[Collected data entries]
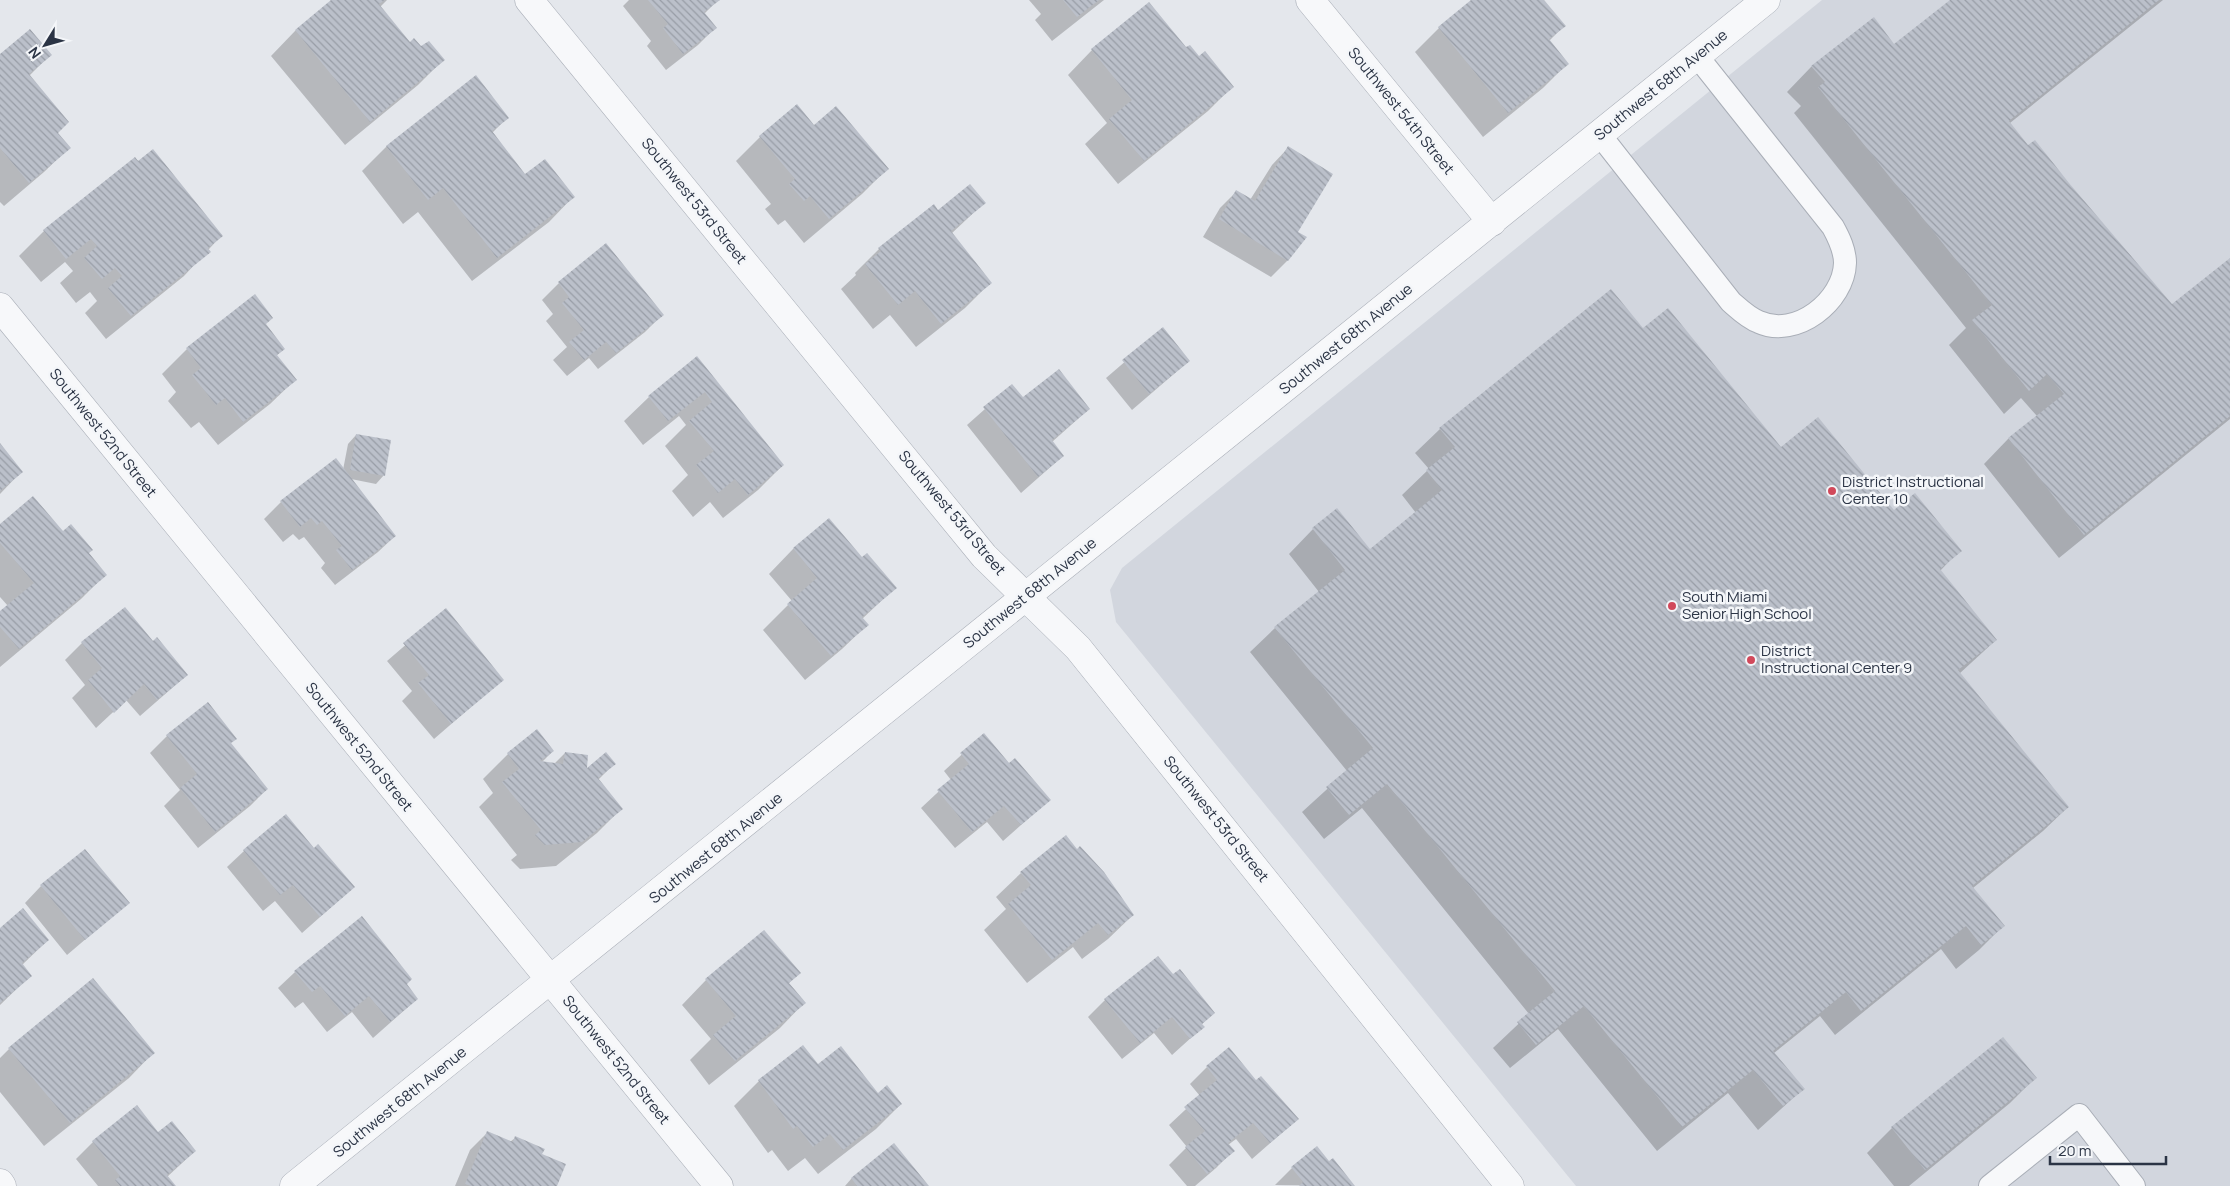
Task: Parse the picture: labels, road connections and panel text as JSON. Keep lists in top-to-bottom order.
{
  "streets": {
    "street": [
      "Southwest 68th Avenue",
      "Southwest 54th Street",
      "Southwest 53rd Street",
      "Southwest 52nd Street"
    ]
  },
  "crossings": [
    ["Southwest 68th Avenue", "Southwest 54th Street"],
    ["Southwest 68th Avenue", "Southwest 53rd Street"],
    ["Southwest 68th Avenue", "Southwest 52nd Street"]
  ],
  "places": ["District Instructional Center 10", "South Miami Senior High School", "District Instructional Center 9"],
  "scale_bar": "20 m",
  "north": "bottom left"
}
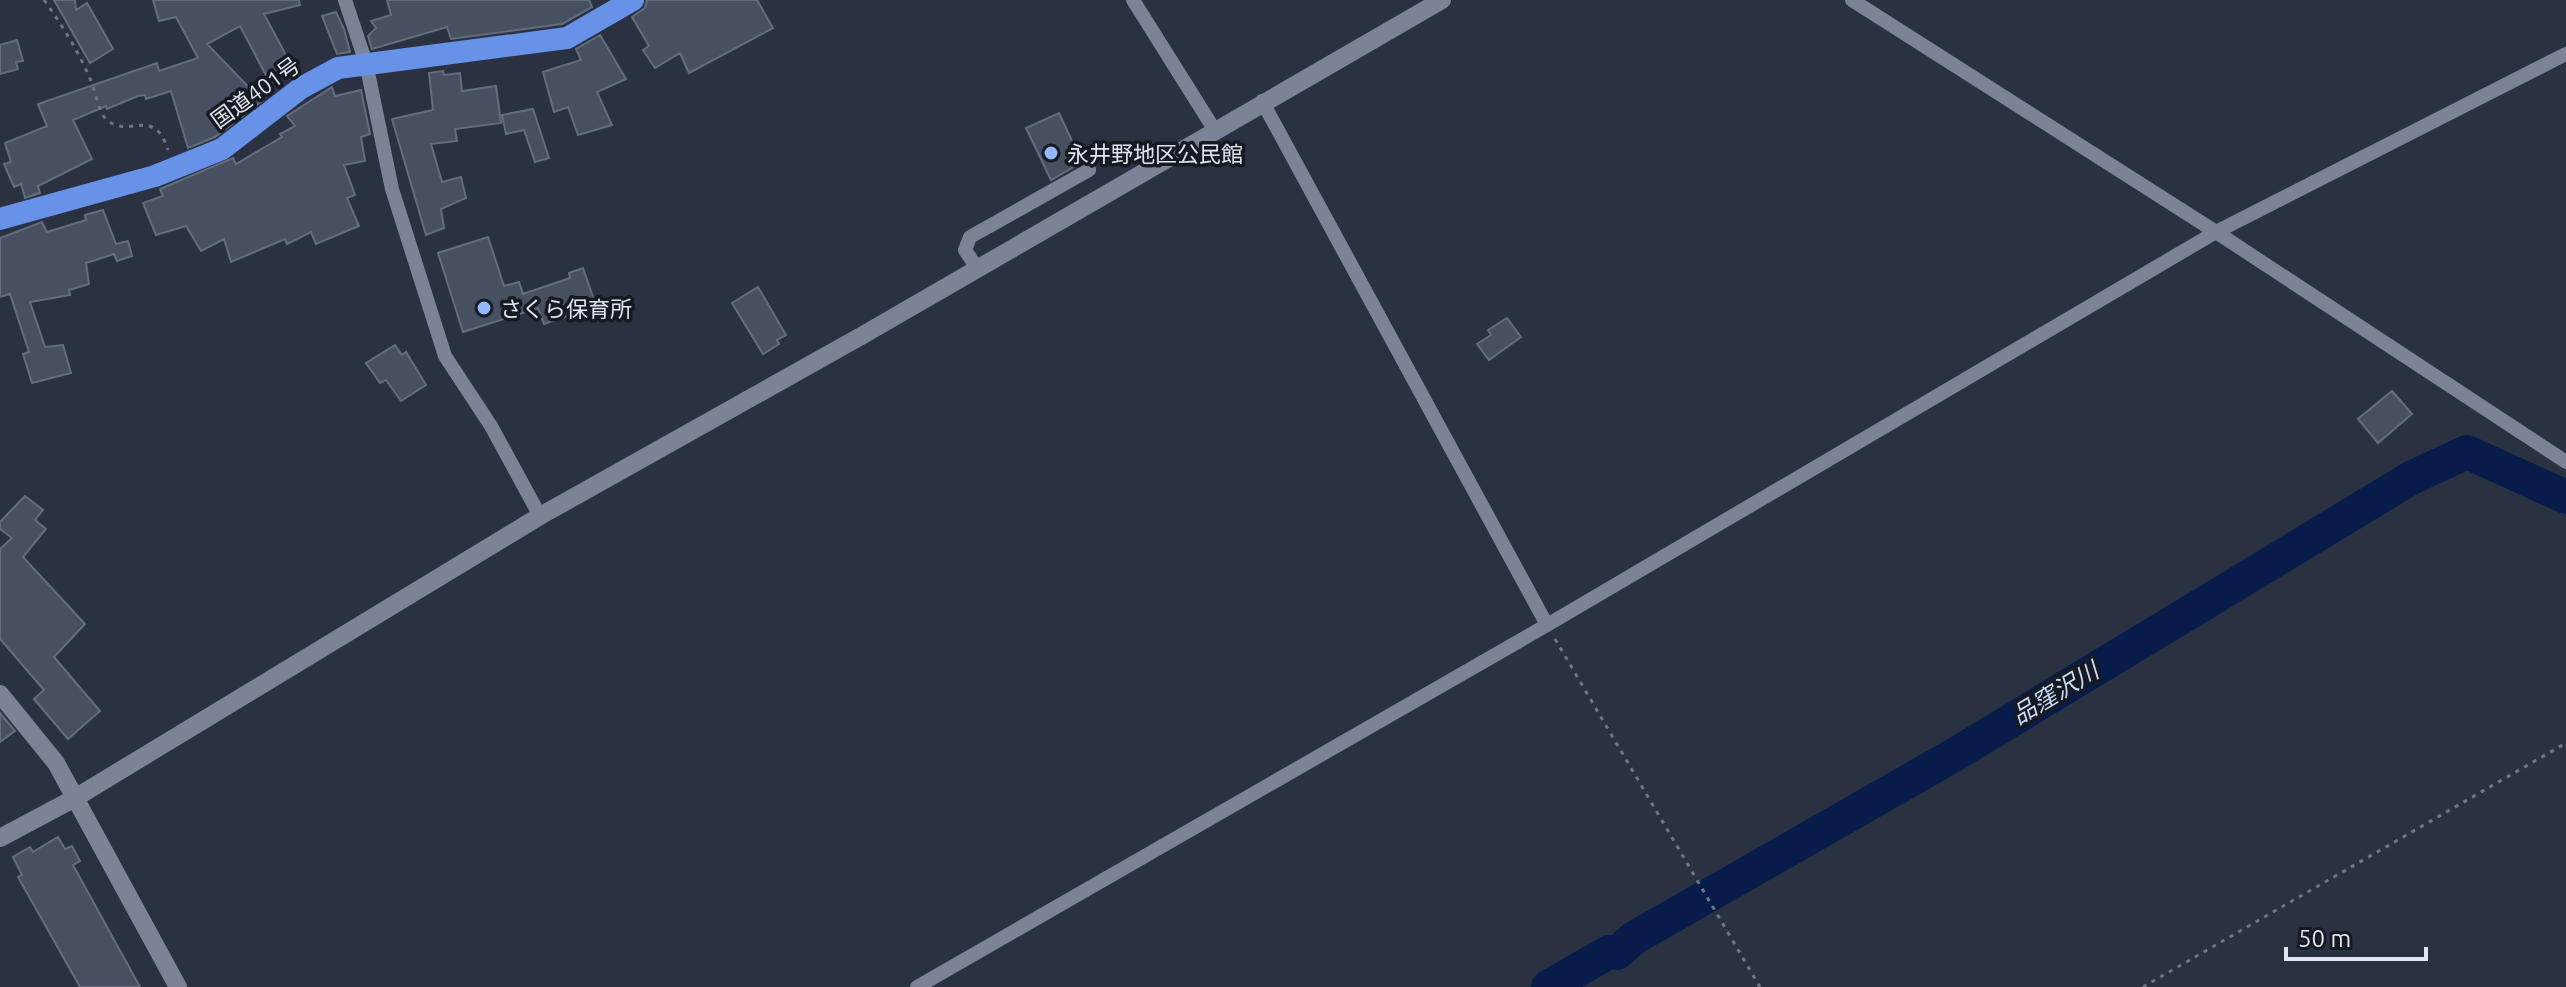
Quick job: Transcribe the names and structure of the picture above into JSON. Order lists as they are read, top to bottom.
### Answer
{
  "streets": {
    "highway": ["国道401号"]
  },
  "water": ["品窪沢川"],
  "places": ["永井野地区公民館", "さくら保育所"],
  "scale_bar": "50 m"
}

• PROBLEM DETAILS:
What is needed is the data above, retyped exactly, with every picture left out.

• ANSWER SPACE:
Task: Parse the picture: labels, road connections and panel text as JSON. Keep lists in top-to-bottom order.
{
  "streets": {
    "street": [
      "Southwest 68th Avenue",
      "Southwest 54th Street",
      "Southwest 53rd Street",
      "Southwest 52nd Street"
    ]
  },
  "crossings": [
    ["Southwest 68th Avenue", "Southwest 54th Street"],
    ["Southwest 68th Avenue", "Southwest 53rd Street"],
    ["Southwest 68th Avenue", "Southwest 52nd Street"]
  ],
  "places": ["District Instructional Center 10", "South Miami Senior High School", "District Instructional Center 9"],
  "scale_bar": "20 m",
  "north": "bottom left"
}
Quick job: Transcribe the names and structure of the picture above into JSON. Order lists as they are read, top to bottom.
### Answer
{
  "streets": {
    "highway": ["国道401号"]
  },
  "water": ["品窪沢川"],
  "places": ["永井野地区公民館", "さくら保育所"],
  "scale_bar": "50 m"
}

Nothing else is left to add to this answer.